Address the following considerations when deciding whether or not to use journaled file systems or raw logical volumes:
File systems are continually being improved, as are various file system implementations.
File systems require some additional configuration (AIX minservers
and maxservers
parameter) and add a small CPU overhead because Asynchronous Input-Output on file systems is serviced outside the kernel.
Different vendors implement the file system layer in different ways to capitalize on the strengths of different disks. This makes it difficult to compare file systems across platforms.
The introduction of more powerful Logical Volume Manager interfaces substantially reduces the tasks of configuring and backing up logical disks based on raw logical volumes.
The Direct Input-Output and Concurrent Input-Output features included in AIX 5L improve file system performance to a level comparable to raw logical volumes.
In earlier versions of AIX, file systems supported only buffered read and write and added extra contention because of imperfect inode locking. These two issues are solved by the JFS2 Concurrent Input-Output feature and the GPFS Direct Input-Output feature.
Note:
To use the Oracle RAC option, you must place data files in an Automatic Storage Management disk group on a GPFS file system. You cannot use JFS or JFS2. Direct Input-Output is implicitly enabled when you use GPFS.AIX 5L includes Direct Input-Output and Concurrent Input-Output support. Direct Input-Output and Concurrent Input-Output support enables database files to exist on file systems while bypassing the operating system buffer cache and removing inode locking operations that are redundant with the features provided by Oracle Database.
Where possible, Oracle recommends enabling Concurrent Input-Output or Direct Input-Output on file systems containing Oracle data files. The following table lists file systems available on AIX and the recommended setting:
File System | Option | Description |
---|---|---|
JFS | dio | Concurrent Input-Output is not available on JFS. Direct Input-Output is available, but performance is degraded compared to JFS2 with Concurrent Input-Output. |
JFS large file | none | Oracle does not recommend using JFS large file for Oracle Database because its 128 KB alignment constraint prevents you from using Direct Input-Output. |
JFS2 | cio | Concurrent Input-Output is a better setting than Direct Input-Output on JFS2, because it provides support for multiple concurrent readers and writers on the same file. However, due to AIX restrictions on JFS2/CIO, Concurrent Input-Output is intended to be used only with Oracle data files, control files, and log files. It should be applied only to file systems that are dedicated to such a purpose. For the same reason, the Oracle home directory is not supported on a JFS2 file system mounted with the cio option.
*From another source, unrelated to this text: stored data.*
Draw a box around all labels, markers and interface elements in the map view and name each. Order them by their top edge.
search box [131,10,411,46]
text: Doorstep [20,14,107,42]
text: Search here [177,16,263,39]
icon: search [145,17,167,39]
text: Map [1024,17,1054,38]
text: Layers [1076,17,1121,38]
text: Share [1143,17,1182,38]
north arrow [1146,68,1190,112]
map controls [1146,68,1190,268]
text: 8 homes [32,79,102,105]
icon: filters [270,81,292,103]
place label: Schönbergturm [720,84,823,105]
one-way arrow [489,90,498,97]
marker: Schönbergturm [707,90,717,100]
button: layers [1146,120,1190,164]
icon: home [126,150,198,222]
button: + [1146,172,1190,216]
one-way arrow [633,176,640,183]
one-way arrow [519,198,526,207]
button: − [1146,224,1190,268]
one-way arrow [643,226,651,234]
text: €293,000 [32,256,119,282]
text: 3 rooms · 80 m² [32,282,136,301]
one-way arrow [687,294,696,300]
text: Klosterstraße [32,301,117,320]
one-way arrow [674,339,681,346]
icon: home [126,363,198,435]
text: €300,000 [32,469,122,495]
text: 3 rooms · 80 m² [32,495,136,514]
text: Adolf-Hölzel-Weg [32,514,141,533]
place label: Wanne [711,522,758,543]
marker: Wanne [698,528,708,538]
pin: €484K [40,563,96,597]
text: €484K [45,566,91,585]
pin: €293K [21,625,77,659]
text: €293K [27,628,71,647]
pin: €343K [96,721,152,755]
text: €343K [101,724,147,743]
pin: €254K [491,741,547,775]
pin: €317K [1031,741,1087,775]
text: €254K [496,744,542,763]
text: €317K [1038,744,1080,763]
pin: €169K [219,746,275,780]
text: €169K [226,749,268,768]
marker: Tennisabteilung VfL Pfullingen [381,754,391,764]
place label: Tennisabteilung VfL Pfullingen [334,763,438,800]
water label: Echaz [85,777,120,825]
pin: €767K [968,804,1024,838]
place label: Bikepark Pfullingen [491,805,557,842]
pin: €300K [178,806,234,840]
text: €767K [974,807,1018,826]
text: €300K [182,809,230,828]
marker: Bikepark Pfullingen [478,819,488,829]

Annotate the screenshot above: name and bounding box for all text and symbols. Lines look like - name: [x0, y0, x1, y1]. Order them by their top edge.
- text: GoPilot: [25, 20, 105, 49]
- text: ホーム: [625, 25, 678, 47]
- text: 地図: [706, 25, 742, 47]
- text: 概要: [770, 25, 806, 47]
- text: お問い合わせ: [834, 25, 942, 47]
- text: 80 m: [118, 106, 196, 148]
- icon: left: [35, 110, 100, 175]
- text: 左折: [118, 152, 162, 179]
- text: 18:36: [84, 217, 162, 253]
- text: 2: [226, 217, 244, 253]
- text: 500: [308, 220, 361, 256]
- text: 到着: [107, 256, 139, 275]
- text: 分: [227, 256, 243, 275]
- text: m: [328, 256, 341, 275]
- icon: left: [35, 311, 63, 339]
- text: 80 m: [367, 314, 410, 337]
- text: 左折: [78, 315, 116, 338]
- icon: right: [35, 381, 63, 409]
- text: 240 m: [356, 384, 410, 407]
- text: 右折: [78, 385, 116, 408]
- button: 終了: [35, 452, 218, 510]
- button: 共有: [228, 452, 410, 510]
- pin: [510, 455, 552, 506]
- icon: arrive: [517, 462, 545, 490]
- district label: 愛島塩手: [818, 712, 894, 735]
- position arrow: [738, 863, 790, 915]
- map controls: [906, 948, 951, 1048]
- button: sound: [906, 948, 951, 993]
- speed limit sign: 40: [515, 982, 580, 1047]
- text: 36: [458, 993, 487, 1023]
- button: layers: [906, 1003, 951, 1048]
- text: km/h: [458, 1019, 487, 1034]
For example, during installation, if you inadvertently specify that the Oracle home directory is on a JFS2 file system mounted with the CIO option, then while trying to relink Oracle, you may encounter the following error:
|
GPFS | NA | Oracle Database silently enables Direct Input-Output on GPFS for optimum performance. GPFS Direct Input-Output already supports multiple readers and writers on multiple nodes. Therefore, Direct Input-Output and Concurrent Input-Output are the same thing on GPFS. |
Considerations for JFS and JFS2
If you are placing Oracle Database logs on a JFS2 file system, then the optimal configuration is to create the file system using the agblksize=512
option and to mount it with the cio
option.
Before Oracle Database 11g, Direct Input-Output and Concurrent Input-Output could not be enabled at the file level on JFS/JFS2. Therefore, the Oracle home directory and data files had to be placed in separate file systems for optimal performance. The Oracle home directory was placed on a file system mounted with default options, with the data files and logs on file systems mounted using the dio
or cio
options.
With Oracle Database 11g, you can enable Direct Input-Output and Concurrent Input-Output on JFS/JFS2 at the file level. You can do this by setting the FILESYSTEMIO_OPTIONS
parameter in the server parameter file to setall
or directIO
. This enables Concurrent Input-Output on JFS2 and Direct Input-Output on JFS for all data file Input-Output. Because the directIO
setting disables asynchronous Input-Output it should normally not be used. As a result of this 11g feature, you can place data files on the same JFS/JFS2 file system as the Oracle home directory and still use Direct Input-Output or Concurrent Input-Output for improved performance. As mentioned earlier, you should still place Oracle Database logs on a separate JFS2 file system for optimal performance.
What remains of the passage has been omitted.